Other health benefits of vitamin D have been seen in meta-analyses that have found a 31% reduction in falls among those supplemented with vitamin D. It also plays a role in improving the body’s response to infection among patients with cystic fibrosis (4). For populations in the US, vitamin D deficiency remains a problem in populations including African American communities, where according to the National Health and Nutrition Examination Survey (NHANES), 60% of people suffer from low levels (5,6). Through fortification of dairy products and supplementation, these numbers have reduced; however, greater attention including additional research is needed to reduce risk of deficiency, with added benefits to risk reduction for other health conditions, including cancers.

References:

  • Khazai, N., Judd, S.E. & Tangpricha, V. (2008). Calcium and vitamin D: skeletal and extraskeletal health. Current Rheumatology Reports, 10(2), 110-117.

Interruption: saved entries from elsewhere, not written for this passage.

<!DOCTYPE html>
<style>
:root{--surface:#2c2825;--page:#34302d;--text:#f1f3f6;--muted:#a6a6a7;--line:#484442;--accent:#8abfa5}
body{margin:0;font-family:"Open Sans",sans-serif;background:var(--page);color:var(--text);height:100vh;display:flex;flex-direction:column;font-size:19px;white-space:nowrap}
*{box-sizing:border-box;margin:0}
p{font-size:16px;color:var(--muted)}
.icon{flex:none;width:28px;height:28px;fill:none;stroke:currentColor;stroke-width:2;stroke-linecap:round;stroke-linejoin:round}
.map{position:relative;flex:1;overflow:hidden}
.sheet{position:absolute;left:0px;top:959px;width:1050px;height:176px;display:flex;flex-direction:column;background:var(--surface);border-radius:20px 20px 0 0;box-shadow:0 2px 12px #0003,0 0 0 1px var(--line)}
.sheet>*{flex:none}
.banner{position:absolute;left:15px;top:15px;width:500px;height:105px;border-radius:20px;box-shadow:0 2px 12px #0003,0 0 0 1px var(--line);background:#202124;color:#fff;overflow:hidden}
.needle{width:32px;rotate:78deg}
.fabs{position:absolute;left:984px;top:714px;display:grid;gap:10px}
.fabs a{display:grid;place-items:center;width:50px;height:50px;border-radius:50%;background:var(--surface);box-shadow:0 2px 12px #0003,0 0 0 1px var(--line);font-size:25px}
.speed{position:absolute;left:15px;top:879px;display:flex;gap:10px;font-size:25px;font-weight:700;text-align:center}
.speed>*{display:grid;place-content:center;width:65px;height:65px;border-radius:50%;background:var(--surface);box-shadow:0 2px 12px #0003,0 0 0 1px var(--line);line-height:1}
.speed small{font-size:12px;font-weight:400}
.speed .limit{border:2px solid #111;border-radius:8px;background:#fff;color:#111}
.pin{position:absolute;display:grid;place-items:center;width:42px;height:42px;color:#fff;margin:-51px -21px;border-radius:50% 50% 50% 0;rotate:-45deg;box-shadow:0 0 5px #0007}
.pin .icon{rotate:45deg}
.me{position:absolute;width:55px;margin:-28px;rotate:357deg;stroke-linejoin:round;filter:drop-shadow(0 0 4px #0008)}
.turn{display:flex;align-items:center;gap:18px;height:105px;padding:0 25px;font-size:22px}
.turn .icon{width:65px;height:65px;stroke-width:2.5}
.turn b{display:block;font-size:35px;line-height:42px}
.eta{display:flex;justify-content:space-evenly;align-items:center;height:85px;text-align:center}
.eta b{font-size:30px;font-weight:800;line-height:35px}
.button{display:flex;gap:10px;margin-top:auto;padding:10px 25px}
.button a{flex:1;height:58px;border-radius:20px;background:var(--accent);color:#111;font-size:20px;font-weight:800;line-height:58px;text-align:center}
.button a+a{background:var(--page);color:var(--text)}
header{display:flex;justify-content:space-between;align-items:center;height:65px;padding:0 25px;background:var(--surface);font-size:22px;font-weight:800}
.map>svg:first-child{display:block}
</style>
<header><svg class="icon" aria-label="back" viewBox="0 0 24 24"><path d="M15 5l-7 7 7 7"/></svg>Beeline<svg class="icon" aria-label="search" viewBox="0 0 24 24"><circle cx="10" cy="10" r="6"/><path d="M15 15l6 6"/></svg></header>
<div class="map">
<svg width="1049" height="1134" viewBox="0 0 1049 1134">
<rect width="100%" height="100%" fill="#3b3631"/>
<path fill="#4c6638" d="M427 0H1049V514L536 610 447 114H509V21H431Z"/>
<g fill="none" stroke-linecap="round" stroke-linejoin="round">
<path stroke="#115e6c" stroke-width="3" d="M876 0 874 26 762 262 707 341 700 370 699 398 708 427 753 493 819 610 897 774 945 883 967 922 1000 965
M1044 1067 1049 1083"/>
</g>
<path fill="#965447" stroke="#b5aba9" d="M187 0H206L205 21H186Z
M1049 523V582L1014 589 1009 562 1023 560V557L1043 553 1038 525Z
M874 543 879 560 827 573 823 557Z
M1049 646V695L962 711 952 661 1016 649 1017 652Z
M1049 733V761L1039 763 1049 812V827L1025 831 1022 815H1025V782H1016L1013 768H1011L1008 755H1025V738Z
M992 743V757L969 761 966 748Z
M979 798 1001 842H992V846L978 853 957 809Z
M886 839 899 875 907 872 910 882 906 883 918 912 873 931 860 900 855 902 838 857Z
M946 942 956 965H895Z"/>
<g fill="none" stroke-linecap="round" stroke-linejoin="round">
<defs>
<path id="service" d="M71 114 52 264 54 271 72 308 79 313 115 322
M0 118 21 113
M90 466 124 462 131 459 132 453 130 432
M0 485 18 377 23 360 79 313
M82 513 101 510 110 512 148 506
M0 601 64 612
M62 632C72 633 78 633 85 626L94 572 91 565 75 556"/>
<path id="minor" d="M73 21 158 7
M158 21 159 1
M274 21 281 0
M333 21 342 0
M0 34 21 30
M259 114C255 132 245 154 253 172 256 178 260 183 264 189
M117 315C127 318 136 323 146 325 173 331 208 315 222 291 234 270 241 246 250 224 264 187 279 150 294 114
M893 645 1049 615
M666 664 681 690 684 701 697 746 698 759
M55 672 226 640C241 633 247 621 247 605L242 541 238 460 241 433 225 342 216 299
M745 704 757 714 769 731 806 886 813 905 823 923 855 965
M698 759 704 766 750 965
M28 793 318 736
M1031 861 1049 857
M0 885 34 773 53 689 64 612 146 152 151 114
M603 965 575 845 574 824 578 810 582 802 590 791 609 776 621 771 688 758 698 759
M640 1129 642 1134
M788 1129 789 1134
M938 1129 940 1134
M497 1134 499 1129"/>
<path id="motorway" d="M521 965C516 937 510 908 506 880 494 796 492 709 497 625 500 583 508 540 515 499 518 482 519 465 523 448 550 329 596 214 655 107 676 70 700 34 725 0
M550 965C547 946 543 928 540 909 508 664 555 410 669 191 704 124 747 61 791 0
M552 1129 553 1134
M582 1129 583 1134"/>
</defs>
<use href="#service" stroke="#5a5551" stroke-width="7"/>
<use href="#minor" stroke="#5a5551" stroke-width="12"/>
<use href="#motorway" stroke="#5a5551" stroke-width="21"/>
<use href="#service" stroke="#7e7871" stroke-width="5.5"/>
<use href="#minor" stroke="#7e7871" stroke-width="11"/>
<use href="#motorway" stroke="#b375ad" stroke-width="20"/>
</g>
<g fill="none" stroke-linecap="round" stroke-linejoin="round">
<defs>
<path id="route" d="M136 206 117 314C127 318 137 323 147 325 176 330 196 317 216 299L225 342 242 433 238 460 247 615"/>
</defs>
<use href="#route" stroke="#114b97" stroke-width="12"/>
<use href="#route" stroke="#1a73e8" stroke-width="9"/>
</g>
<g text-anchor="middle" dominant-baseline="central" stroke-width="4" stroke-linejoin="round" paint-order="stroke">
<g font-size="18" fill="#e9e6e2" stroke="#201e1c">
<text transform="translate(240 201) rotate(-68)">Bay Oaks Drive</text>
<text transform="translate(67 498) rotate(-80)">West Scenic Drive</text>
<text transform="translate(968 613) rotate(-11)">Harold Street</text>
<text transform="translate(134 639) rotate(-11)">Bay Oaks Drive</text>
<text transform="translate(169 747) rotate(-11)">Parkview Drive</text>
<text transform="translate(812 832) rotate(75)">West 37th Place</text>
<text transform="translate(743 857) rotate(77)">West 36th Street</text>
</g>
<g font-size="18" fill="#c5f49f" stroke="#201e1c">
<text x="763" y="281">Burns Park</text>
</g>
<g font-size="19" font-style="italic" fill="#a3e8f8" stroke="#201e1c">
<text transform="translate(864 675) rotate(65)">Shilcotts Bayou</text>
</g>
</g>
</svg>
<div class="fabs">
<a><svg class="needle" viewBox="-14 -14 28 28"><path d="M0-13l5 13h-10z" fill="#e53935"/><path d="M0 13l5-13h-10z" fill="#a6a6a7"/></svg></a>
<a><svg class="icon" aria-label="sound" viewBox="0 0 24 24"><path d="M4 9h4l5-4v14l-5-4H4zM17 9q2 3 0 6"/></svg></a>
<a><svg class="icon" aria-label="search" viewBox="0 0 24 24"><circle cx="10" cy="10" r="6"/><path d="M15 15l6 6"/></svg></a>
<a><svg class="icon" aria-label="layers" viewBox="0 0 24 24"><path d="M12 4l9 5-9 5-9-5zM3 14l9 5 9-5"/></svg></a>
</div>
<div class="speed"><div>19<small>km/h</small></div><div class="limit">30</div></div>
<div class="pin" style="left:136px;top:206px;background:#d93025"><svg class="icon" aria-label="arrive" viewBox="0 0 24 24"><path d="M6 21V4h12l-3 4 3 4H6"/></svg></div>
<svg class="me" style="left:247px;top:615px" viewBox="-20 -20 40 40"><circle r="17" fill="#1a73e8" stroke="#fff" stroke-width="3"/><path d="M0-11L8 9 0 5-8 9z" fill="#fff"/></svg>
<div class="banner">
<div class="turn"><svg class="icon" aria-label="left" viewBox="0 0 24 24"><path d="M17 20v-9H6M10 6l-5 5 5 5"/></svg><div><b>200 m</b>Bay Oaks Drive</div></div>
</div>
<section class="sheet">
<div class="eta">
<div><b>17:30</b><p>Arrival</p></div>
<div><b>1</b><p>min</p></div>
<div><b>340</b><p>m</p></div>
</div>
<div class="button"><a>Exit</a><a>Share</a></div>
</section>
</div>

  • Budhathoki, S., Hidaka, A., Yamaji, T., Swada, N., Tanaka-Mizuno, S., Kuchiba, A., Charvat, H., Goto, A., Kojima, S., Sudo, N., Shimazu, T., Sasazuki, S., Inoue, M., Tsugane, S., Inoue, M., Tsugane, S., & Iwasaki, M. (2018). Plasma 25-hydroxyvitamin D concentration and subsequent risk of total and site specific cancers in Japanese population: large case-cohort study within Japan Public Health Center-based Prospective Study cohort. The British Medical Journal, 2018, 360. http://www.bmj.com/content/360/bmj.k671
  • Davis, N. The Guardian, Nutrition. (2018) Retrieved from: https://www.theguardian.com/science/2018/mar/07/vitamin-d-may-offer-protection-against-cancers-study-says
  • Pincikova, T., Paquin-Proulx, D., Sandberg, J.K., Flodstrom-Tullberg, & M., Hjelte, L. (2017). Clinical impact of vitamin D treatment in cystic fibrosis: a pilot randomized controlled trial. European Journal of Clinical Nutrition, 71, 203-205.
  • Jain, R.B. (2016). Recent Vitamin D data from NHANES: Variability, trends, deficiency and sufficiency rates and assay compatibility issues. Journal of Advanced Nutrition and Human Metabolism, 2. http://www.smartscitech.com/index.php/JANHM/article/view/1208
  • Avenell, A., Mak, J.C., & O’Connell, D. (2014). Vitamin D and vitamin D analogues for preventing fractures in post-menopausal women and older men. Cochrane Database of Systematic Reviews, 14(4).